Table 3. Scene text recognition performance over the ICDAR2013, IIIT5K and SVT datasets, where “50” and “1K” in the second row denote the lexicon size and “None” means no lexicon used. CRNN denotes the model as described in Sect. 4.2, “Real” denote the original training images, “Ours 5M”, “Jaderberg 5M” and “Gupta 5M” denote the 5 million images synthesized by our method, Jaderberg et al. [17] and Gupta et al. [10] respectively.

In particular, the correctly recognized words (CRW) increases to 87.1% for the ICDAR2013 dataset (without using lexicon) when 5 million synthetic images (synthesized by our proposed method) are included in training. This CRW is significantly higher than the baseline 31.2% when only the original 3100 word images are used in training. For the IIIT5K, the CRW is increased to 79.3% (no lexicon) when the same 5 million word images are included in training. The CRW is further improved to 95.3% and 98.1%, respectively, when the lexicon size is 1K and 50. Similar CRW improvements are also observed on the SVT dataset as shown in Table 3.

We also benchmark our synthesized images with those created by Jaderberg et al. [17] and Gupta et al. [10]. In particular, we take the same amounts of synthesized images (5 million) and train the scene text recognition model “CRNN (Real+Jaderberg 5M [17])” and “CRNN (Real+Gupta 5M [10])” by using the same CRNN network. As Table 3 shows, the model trained by using our synthesized images outperforms the models trained by using the “Jaderberg 5M” and “Gupta 5M” across all three datasets. Note that the model by Shi et al. [38] achieves similar accuracy as the “CRNN (Real+Ours 5M)”, but it uses 8 million synthesized images as created by Jaderberg et al. [17].

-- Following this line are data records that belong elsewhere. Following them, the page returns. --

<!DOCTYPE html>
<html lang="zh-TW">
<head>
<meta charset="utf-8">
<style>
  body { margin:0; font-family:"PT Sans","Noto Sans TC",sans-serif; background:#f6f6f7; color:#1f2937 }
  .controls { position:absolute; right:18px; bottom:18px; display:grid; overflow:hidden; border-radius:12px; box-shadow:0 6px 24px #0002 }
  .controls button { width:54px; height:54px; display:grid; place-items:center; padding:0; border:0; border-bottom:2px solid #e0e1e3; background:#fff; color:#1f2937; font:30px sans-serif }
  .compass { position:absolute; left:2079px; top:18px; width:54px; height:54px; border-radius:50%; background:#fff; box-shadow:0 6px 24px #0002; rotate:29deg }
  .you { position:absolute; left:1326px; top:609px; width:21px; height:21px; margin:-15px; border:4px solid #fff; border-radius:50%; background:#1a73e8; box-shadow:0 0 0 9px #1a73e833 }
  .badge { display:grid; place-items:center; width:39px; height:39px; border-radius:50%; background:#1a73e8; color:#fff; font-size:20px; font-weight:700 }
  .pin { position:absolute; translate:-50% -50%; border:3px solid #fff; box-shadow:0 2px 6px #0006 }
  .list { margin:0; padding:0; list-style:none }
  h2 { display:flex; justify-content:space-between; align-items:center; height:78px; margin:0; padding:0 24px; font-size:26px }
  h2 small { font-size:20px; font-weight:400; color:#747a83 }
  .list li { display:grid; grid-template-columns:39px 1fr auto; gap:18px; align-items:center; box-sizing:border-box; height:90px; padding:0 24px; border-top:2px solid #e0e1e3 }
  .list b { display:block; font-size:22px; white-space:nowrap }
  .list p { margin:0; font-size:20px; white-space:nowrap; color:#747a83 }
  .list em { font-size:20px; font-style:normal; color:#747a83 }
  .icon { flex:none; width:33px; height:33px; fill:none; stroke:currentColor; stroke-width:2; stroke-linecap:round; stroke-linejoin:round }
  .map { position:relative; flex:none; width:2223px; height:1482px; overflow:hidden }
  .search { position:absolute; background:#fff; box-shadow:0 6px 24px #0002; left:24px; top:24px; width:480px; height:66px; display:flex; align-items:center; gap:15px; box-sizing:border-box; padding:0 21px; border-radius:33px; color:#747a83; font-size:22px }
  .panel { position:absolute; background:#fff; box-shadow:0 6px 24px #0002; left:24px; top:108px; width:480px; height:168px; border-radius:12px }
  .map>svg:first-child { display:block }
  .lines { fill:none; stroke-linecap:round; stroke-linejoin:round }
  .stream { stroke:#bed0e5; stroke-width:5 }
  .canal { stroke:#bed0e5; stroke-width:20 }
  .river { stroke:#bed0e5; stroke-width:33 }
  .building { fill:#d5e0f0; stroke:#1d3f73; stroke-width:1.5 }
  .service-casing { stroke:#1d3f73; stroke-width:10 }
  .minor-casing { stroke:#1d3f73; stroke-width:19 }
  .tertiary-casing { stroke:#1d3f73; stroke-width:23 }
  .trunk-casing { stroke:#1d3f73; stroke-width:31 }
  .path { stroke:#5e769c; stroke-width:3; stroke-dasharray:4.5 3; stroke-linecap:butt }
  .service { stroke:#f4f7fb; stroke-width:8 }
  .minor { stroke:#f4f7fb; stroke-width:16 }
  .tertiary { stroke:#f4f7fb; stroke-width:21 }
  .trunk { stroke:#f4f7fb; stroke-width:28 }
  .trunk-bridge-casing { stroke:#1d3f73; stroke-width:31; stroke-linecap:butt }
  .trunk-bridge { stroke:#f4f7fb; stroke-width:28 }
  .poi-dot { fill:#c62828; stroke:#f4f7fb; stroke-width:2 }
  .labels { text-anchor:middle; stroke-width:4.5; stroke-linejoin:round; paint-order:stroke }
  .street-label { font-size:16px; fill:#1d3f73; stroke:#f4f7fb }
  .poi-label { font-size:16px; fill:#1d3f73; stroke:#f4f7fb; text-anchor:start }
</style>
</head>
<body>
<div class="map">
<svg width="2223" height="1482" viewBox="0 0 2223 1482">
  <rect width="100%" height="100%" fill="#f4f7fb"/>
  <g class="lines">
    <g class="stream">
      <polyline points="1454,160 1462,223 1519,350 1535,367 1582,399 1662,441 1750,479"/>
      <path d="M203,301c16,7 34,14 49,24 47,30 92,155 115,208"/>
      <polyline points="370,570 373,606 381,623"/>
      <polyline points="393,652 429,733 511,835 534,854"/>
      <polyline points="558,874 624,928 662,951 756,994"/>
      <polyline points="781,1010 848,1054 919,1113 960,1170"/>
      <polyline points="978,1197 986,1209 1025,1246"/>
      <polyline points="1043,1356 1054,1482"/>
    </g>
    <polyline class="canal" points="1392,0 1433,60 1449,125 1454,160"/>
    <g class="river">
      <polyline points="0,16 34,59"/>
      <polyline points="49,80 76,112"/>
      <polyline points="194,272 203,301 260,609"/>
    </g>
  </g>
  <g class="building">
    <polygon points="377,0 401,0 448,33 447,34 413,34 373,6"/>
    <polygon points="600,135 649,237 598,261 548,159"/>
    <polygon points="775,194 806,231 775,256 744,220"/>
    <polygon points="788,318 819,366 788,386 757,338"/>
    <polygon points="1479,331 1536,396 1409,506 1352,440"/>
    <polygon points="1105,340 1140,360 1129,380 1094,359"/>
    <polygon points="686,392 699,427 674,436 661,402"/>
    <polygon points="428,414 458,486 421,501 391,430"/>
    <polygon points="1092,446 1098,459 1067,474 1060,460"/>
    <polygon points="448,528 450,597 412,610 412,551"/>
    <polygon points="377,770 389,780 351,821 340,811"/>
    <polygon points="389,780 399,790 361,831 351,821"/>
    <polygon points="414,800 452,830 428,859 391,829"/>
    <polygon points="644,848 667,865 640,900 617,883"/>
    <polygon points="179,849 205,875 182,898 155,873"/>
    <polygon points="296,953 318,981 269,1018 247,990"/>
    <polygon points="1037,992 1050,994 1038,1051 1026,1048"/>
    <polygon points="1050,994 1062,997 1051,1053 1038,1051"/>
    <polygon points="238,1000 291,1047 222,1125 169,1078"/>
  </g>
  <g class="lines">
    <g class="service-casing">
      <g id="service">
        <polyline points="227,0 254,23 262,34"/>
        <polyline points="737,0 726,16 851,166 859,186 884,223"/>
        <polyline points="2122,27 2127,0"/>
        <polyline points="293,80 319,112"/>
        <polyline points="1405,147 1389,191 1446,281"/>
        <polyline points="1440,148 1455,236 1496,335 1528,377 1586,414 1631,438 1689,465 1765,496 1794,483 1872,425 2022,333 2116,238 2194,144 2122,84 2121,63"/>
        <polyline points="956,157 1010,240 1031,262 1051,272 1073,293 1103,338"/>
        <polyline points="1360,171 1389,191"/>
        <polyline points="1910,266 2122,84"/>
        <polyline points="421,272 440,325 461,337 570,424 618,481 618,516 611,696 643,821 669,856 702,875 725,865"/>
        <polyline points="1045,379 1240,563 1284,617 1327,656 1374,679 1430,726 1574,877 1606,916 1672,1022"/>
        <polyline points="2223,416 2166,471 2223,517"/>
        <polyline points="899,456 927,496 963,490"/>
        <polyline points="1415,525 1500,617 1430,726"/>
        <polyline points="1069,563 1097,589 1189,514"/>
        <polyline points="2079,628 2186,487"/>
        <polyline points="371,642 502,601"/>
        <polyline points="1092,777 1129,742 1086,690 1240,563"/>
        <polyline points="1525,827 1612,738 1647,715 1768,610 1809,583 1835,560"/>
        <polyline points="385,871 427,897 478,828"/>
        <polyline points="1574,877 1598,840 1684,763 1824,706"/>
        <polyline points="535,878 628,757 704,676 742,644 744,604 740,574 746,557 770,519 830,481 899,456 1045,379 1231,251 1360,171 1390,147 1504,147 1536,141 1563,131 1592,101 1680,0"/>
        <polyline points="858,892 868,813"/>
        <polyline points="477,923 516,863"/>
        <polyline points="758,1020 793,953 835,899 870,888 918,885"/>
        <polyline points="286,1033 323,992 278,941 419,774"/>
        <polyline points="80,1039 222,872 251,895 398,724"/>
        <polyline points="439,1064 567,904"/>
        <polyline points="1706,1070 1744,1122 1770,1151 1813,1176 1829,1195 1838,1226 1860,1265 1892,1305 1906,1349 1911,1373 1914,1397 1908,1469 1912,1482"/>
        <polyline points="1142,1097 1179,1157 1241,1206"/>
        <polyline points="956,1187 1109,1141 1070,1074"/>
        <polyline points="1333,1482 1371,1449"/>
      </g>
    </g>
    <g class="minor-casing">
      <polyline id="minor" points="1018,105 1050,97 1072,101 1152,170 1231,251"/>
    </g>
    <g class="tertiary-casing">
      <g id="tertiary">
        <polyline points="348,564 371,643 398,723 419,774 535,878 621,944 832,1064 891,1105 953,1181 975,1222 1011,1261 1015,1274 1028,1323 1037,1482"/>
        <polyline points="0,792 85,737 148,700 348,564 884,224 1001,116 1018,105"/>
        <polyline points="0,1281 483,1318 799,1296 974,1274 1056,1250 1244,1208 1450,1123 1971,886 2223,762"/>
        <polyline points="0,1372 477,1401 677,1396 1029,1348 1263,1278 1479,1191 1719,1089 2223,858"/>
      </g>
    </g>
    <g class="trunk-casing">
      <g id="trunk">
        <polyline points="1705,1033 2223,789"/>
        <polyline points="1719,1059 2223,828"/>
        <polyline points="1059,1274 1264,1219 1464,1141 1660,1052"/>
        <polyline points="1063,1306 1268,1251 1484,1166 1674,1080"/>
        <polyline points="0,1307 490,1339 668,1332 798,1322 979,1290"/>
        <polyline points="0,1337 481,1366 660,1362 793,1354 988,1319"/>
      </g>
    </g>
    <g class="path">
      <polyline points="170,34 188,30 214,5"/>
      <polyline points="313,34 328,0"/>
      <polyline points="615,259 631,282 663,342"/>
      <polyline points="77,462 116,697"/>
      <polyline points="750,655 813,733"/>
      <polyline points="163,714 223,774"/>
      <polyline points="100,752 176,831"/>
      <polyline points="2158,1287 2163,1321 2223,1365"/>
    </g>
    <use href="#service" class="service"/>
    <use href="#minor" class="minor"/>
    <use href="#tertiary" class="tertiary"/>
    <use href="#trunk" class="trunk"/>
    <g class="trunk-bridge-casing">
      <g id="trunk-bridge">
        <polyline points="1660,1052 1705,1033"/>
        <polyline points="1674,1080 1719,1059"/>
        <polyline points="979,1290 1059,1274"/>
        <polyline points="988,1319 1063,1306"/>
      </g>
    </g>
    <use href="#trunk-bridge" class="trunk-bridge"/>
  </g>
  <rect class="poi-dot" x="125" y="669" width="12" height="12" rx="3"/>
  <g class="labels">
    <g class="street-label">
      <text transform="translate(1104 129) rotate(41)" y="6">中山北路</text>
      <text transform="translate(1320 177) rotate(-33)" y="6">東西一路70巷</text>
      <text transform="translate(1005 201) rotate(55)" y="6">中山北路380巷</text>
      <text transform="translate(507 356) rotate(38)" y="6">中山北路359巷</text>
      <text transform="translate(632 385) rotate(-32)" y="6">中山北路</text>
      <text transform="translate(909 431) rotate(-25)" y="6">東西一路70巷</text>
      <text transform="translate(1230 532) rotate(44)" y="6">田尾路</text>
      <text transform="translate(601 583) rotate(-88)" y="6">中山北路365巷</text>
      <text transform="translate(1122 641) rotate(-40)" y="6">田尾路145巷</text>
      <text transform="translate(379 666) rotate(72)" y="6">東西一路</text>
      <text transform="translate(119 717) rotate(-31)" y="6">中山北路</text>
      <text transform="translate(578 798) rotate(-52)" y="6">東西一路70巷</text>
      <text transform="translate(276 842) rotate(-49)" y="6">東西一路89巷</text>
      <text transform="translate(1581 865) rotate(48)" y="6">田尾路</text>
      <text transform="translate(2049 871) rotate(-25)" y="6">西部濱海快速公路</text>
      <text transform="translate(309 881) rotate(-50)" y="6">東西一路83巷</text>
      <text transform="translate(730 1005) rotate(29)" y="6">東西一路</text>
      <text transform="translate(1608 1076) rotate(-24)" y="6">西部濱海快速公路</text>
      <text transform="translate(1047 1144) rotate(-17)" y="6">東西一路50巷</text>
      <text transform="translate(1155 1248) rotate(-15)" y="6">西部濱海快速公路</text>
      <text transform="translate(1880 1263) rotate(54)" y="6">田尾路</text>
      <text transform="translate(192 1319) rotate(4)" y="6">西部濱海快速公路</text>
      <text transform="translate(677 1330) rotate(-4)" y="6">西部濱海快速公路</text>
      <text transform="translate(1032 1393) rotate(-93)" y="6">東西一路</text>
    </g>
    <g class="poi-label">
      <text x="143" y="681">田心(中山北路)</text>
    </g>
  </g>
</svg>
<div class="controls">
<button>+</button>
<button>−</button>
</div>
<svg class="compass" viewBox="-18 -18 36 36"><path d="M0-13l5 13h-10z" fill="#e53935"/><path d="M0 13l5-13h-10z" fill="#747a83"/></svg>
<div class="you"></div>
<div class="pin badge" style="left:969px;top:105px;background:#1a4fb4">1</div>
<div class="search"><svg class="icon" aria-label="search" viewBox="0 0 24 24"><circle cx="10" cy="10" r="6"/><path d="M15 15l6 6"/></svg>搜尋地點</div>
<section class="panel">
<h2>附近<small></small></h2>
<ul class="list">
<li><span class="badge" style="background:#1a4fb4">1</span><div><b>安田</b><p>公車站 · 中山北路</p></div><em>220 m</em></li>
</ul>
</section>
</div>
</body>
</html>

The superior scene text recognition accuracy as well as the significant improvement in the scene text detection task as described in the last subsection is largely due to the three novel image synthesis designs which help to generate verisimilar scene text images as illustrated in Fig. 5. As Fig. 5 shows, the proposed scene text image synthesis technique is capable of embedding source texts at semantically sensible and apt locations within the background image. At the same time, it is also capable of setting the color, brightness and orientation of the embedded texts adaptively according to the color, brightness, and contextual structures around the embedding locations within the background image.

Fig. 5.
figure 5

Several sample images from our synthesis dataset that show how the pro-posed semantic coherence, saliency guidance and adaptive text appearance work together for verisimilar text embedding in scene images automatically.

6 Conclusions

This paper presents a scene text image synthesis technique that aims to train accurate and robust scene text detection and recognition models. The proposed technique achieves verisimilar scene text image synthesis by combining three novel designs including semantic coherence, visual attention, and adaptive text appearance. Experiments over 5 public benchmarking datasets show that the proposed image synthesis technique helps to achieve state-of-the-art scene text detection and recognition performance.

A possible extension to our work is to further improve the appearance of source texts. We currently make use of the color and brightness statistics of real scene texts to guide the color and brightness of the embedded texts. The generated text appearance still has a gap as compared with the real scene texts because the color and brightness statistics do not capture the spatial distribution information. One possible improvement is to directly learn the text appearance of the dataset under study and use the learned model to determine the appearance of the source texts automatically.